An infrared telescope requires cryogenic coolant to prevent the spacecraft’s heat from disrupting its observations. After the WISE telescope’s ran out of coolant and was no longer able to observe the universe’s coldest objects, NASA put the spacecraft into hibernation in 2011. But because the telescope could still detect the infrared glow of comets and asteroids as they are heated by the Sun, Mainzer proposed to restart the spacecraft to keep an eye on them. The mission was reactivated in 2014 and renamed NEOWISE, extending the life of a spacecraft that was initially planned for less than a year of operation.

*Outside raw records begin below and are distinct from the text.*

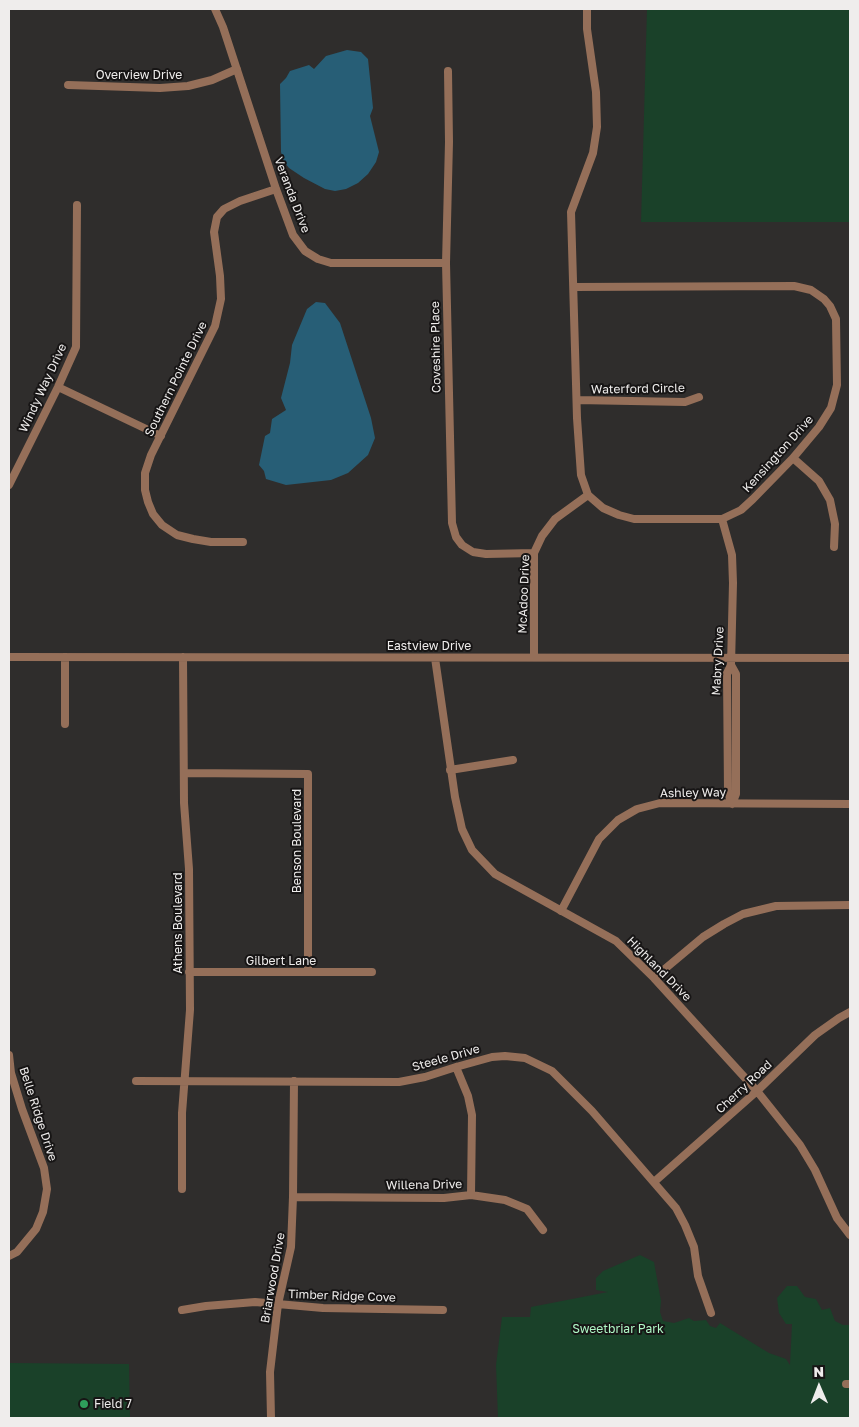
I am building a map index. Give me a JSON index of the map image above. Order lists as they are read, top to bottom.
{
  "streets": {
    "street": [
      "Overview Drive",
      "Veranda Drive",
      "Coveshire Place",
      "Southern Pointe Drive",
      "Windy Way Drive",
      "Waterford Circle",
      "Kensington Drive",
      "McAdoo Drive",
      "Eastview Drive",
      "Mabry Drive",
      "Ashley Way",
      "Benson Boulevard",
      "Athens Boulevard",
      "Gilbert Lane",
      "Highland Drive",
      "Steele Drive",
      "Cherry Road",
      "Belle Ridge Drive",
      "Willena Drive",
      "Briarwood Drive",
      "Timber Ridge Cove"
    ]
  },
  "crossings": [
    ["Overview Drive", "Veranda Drive"],
    ["Veranda Drive", "Coveshire Place"],
    ["Veranda Drive", "Southern Pointe Drive"],
    ["Coveshire Place", "McAdoo Drive"],
    ["Kensington Drive", "McAdoo Drive"],
    ["Kensington Drive", "Mabry Drive"],
    ["McAdoo Drive", "Eastview Drive"],
    ["Eastview Drive", "Mabry Drive"],
    ["Eastview Drive", "Athens Boulevard"],
    ["Eastview Drive", "Highland Drive"],
    ["Mabry Drive", "Ashley Way"],
    ["Ashley Way", "Highland Drive"],
    ["Benson Boulevard", "Athens Boulevard"],
    ["Benson Boulevard", "Gilbert Lane"],
    ["Athens Boulevard", "Gilbert Lane"],
    ["Athens Boulevard", "Steele Drive"],
    ["Highland Drive", "Cherry Road"],
    ["Steele Drive", "Cherry Road"],
    ["Steele Drive", "Briarwood Drive"],
    ["Willena Drive", "Briarwood Drive"],
    ["Briarwood Drive", "Timber Ridge Cove"]
  ],
  "parks": ["Sweetbriar Park"],
  "places": ["Field 7"],
  "north": "top"
}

“We are 14 years into a seven-month mission,” said Joseph Masiero, NEOWISE’s deputy principal investigator and a scientist at IPAC. He started at JPL as a postdoctoral researcher working on WISE just two months before the spacecraft launched on Dec. 14, 2009. “This little mission has been with me my entire career – it just kept going, making new discoveries, helping us better understand the universe,” Masiero added. “And if it wasn’t for the tyranny of orbital dynamics, I’m sure the spacecraft would continue to operate for years to come.”

Solar activity is causing NEOWISE to fall out of orbit, and the spacecraft is expected to drop low enough into Earth’s atmosphere that it will eventually become unusable.

“NEOWISE has lasted way past its original spacecraft design lifetime,” said Joseph Hunt, NEOWISE project manager at JPL. “But as we didn’t build it with a way to reach higher orbits, the spacecraft will naturally drop so low in the atmosphere that it will become unusable and entirely burn up in the months following decommissioning. Exactly when depends on the Sun’s activity.”

More About the Mission

NEOWISE and NEO Surveyor support the objectives of NASA’s Planetary Defense Coordination Office (PDCO) at NASA Headquarters in Washington. The NASA Authorization Act of 2005 directed NASA to discover and characterize at least 90% of the near-Earth objects more than 140 meters (460 feet) across that come within 30 million miles (48 million kilometers) of our planet’s orbit. Objects of this size can cause significant regional damage, or worse, should they impact the Earth.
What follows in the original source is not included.